Malgré les pressions internationales et les menaces des pays voisins, Massoud Barzani, le président de la région autonome du Kurdistan irakien, a confirmé vendredi lors d’un rassemblement à Erbil que le référendum d’indépendance se déroulerait le 25 septembre.
Le stade d’Erbil a disparu sous les couleurs kurdes. Les drapeaux aux bandes rouge, blanc et vert traversées par un soleil jaune recouvrent tout, les tribunes, la pelouse et les pistes d’athlétisme qui l’enserrent. Ils sont brandis au bout de longues tiges en bois, enroulés autour des têtes, portés en étendards, peints sur des joues, ils s’étendent sur les façades des immeubles et du parking qui dominent le stade.
Environ 25 000 personnes, 30 000 peut-être, se sont rassemblées vendredi après-midi pour acclamer Massoud Barzani, président du Kurdistan irakien, région qui aspire à devenir un état. Derrière son pupitre en bois, sous les applaudissements et les hurlements de joie, il a confirmé que le référendum aura bien lieu lundi. «Nous avons deux choix, l’indépendance ou la soumission. Le référendum n’est plus entre mes mains ni entre celles des partis, il est entre vos mains […] Ce serait une honte de l’annuler», a-t-il déclaré.
Barzani paraît donc déterminé à passer outre les appels des Nations Unies, des Etats-Unis et du Royaume-Uni à poursuivre les négociations et à décaler le scrutin. Il ne cède pas non plus aux menaces de la Turquie et de l’Iran, deux pays voisins, ni à celles du gouvernement irakien, qui s’est dit prêt à lancer une action militaire si le référendum était confirmé. Jeudi, le Conseil de sécurité de l’ONU a exprimé, lui, «ses préoccupations face à l’impact potentiellement déstabilisateur du projet du gouvernement régional du Kurdistan de tenir de manière unilatérale un référendum la semaine prochaine». «Nous réaffirmons au Conseil de sécurité que la guerre contre la terreur (l’Etat islamique, ndlr.) se poursuivra. Nous lutterons encore plus», a répondu Barzani. La foule a acclamé.
Les Kurdes irakiens divisés
Les premiers participants étaient arrivés dès 13 heures, alors que le discours du dirigeant kurde n’était pas attendu avant 17 heures.

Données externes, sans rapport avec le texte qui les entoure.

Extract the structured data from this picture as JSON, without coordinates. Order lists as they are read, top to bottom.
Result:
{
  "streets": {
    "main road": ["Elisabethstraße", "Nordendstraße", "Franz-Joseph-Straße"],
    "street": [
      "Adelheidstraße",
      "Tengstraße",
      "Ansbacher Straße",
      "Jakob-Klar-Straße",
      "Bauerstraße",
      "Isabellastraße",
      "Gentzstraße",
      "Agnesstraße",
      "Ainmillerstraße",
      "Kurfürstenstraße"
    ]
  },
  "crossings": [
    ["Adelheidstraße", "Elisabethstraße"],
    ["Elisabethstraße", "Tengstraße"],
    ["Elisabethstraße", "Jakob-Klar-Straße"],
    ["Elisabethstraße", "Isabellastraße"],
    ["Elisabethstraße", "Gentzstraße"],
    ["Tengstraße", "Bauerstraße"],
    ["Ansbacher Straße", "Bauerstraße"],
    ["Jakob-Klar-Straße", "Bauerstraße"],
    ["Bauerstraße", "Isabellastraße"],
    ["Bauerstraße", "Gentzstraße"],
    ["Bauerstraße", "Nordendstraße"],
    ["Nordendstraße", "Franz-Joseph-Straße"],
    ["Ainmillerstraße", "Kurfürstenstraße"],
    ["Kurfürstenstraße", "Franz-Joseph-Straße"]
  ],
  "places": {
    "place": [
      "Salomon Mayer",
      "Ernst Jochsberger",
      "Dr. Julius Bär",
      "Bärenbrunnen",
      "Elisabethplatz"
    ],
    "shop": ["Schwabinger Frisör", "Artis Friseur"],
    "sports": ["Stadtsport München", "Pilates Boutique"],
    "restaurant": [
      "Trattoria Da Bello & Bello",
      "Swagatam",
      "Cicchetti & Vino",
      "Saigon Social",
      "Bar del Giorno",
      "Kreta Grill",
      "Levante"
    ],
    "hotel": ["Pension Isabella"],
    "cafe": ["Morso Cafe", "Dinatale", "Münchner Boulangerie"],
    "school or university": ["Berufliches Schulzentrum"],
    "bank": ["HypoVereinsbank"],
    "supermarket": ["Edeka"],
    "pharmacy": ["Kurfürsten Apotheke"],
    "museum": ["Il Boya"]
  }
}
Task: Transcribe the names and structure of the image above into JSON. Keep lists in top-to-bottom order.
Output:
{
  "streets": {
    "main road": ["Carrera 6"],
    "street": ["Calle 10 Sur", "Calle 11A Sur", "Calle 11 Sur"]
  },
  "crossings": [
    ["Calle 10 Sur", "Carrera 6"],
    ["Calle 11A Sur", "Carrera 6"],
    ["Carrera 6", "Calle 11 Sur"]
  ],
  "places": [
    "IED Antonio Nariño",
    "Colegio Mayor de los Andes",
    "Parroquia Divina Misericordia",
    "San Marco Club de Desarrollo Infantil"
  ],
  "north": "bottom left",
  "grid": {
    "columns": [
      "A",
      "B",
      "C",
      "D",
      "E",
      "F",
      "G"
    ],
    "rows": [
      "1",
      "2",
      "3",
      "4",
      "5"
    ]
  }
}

Les rues autour du stade étaient interdites à la circulation, parsemées de barrages et d’hommes en armes, policiers, peshmergas et forces de sécurité. Des vendeurs proposaient tee-shirts «Oui à l’indépendance» et bouteilles d’eau. Les plus prévoyants les avaient immergées dans de petites piscines en plastique remplies de pains de glace. Il faisait près de 40° vendredi après-midi, sans aucune ombre où se réfugier.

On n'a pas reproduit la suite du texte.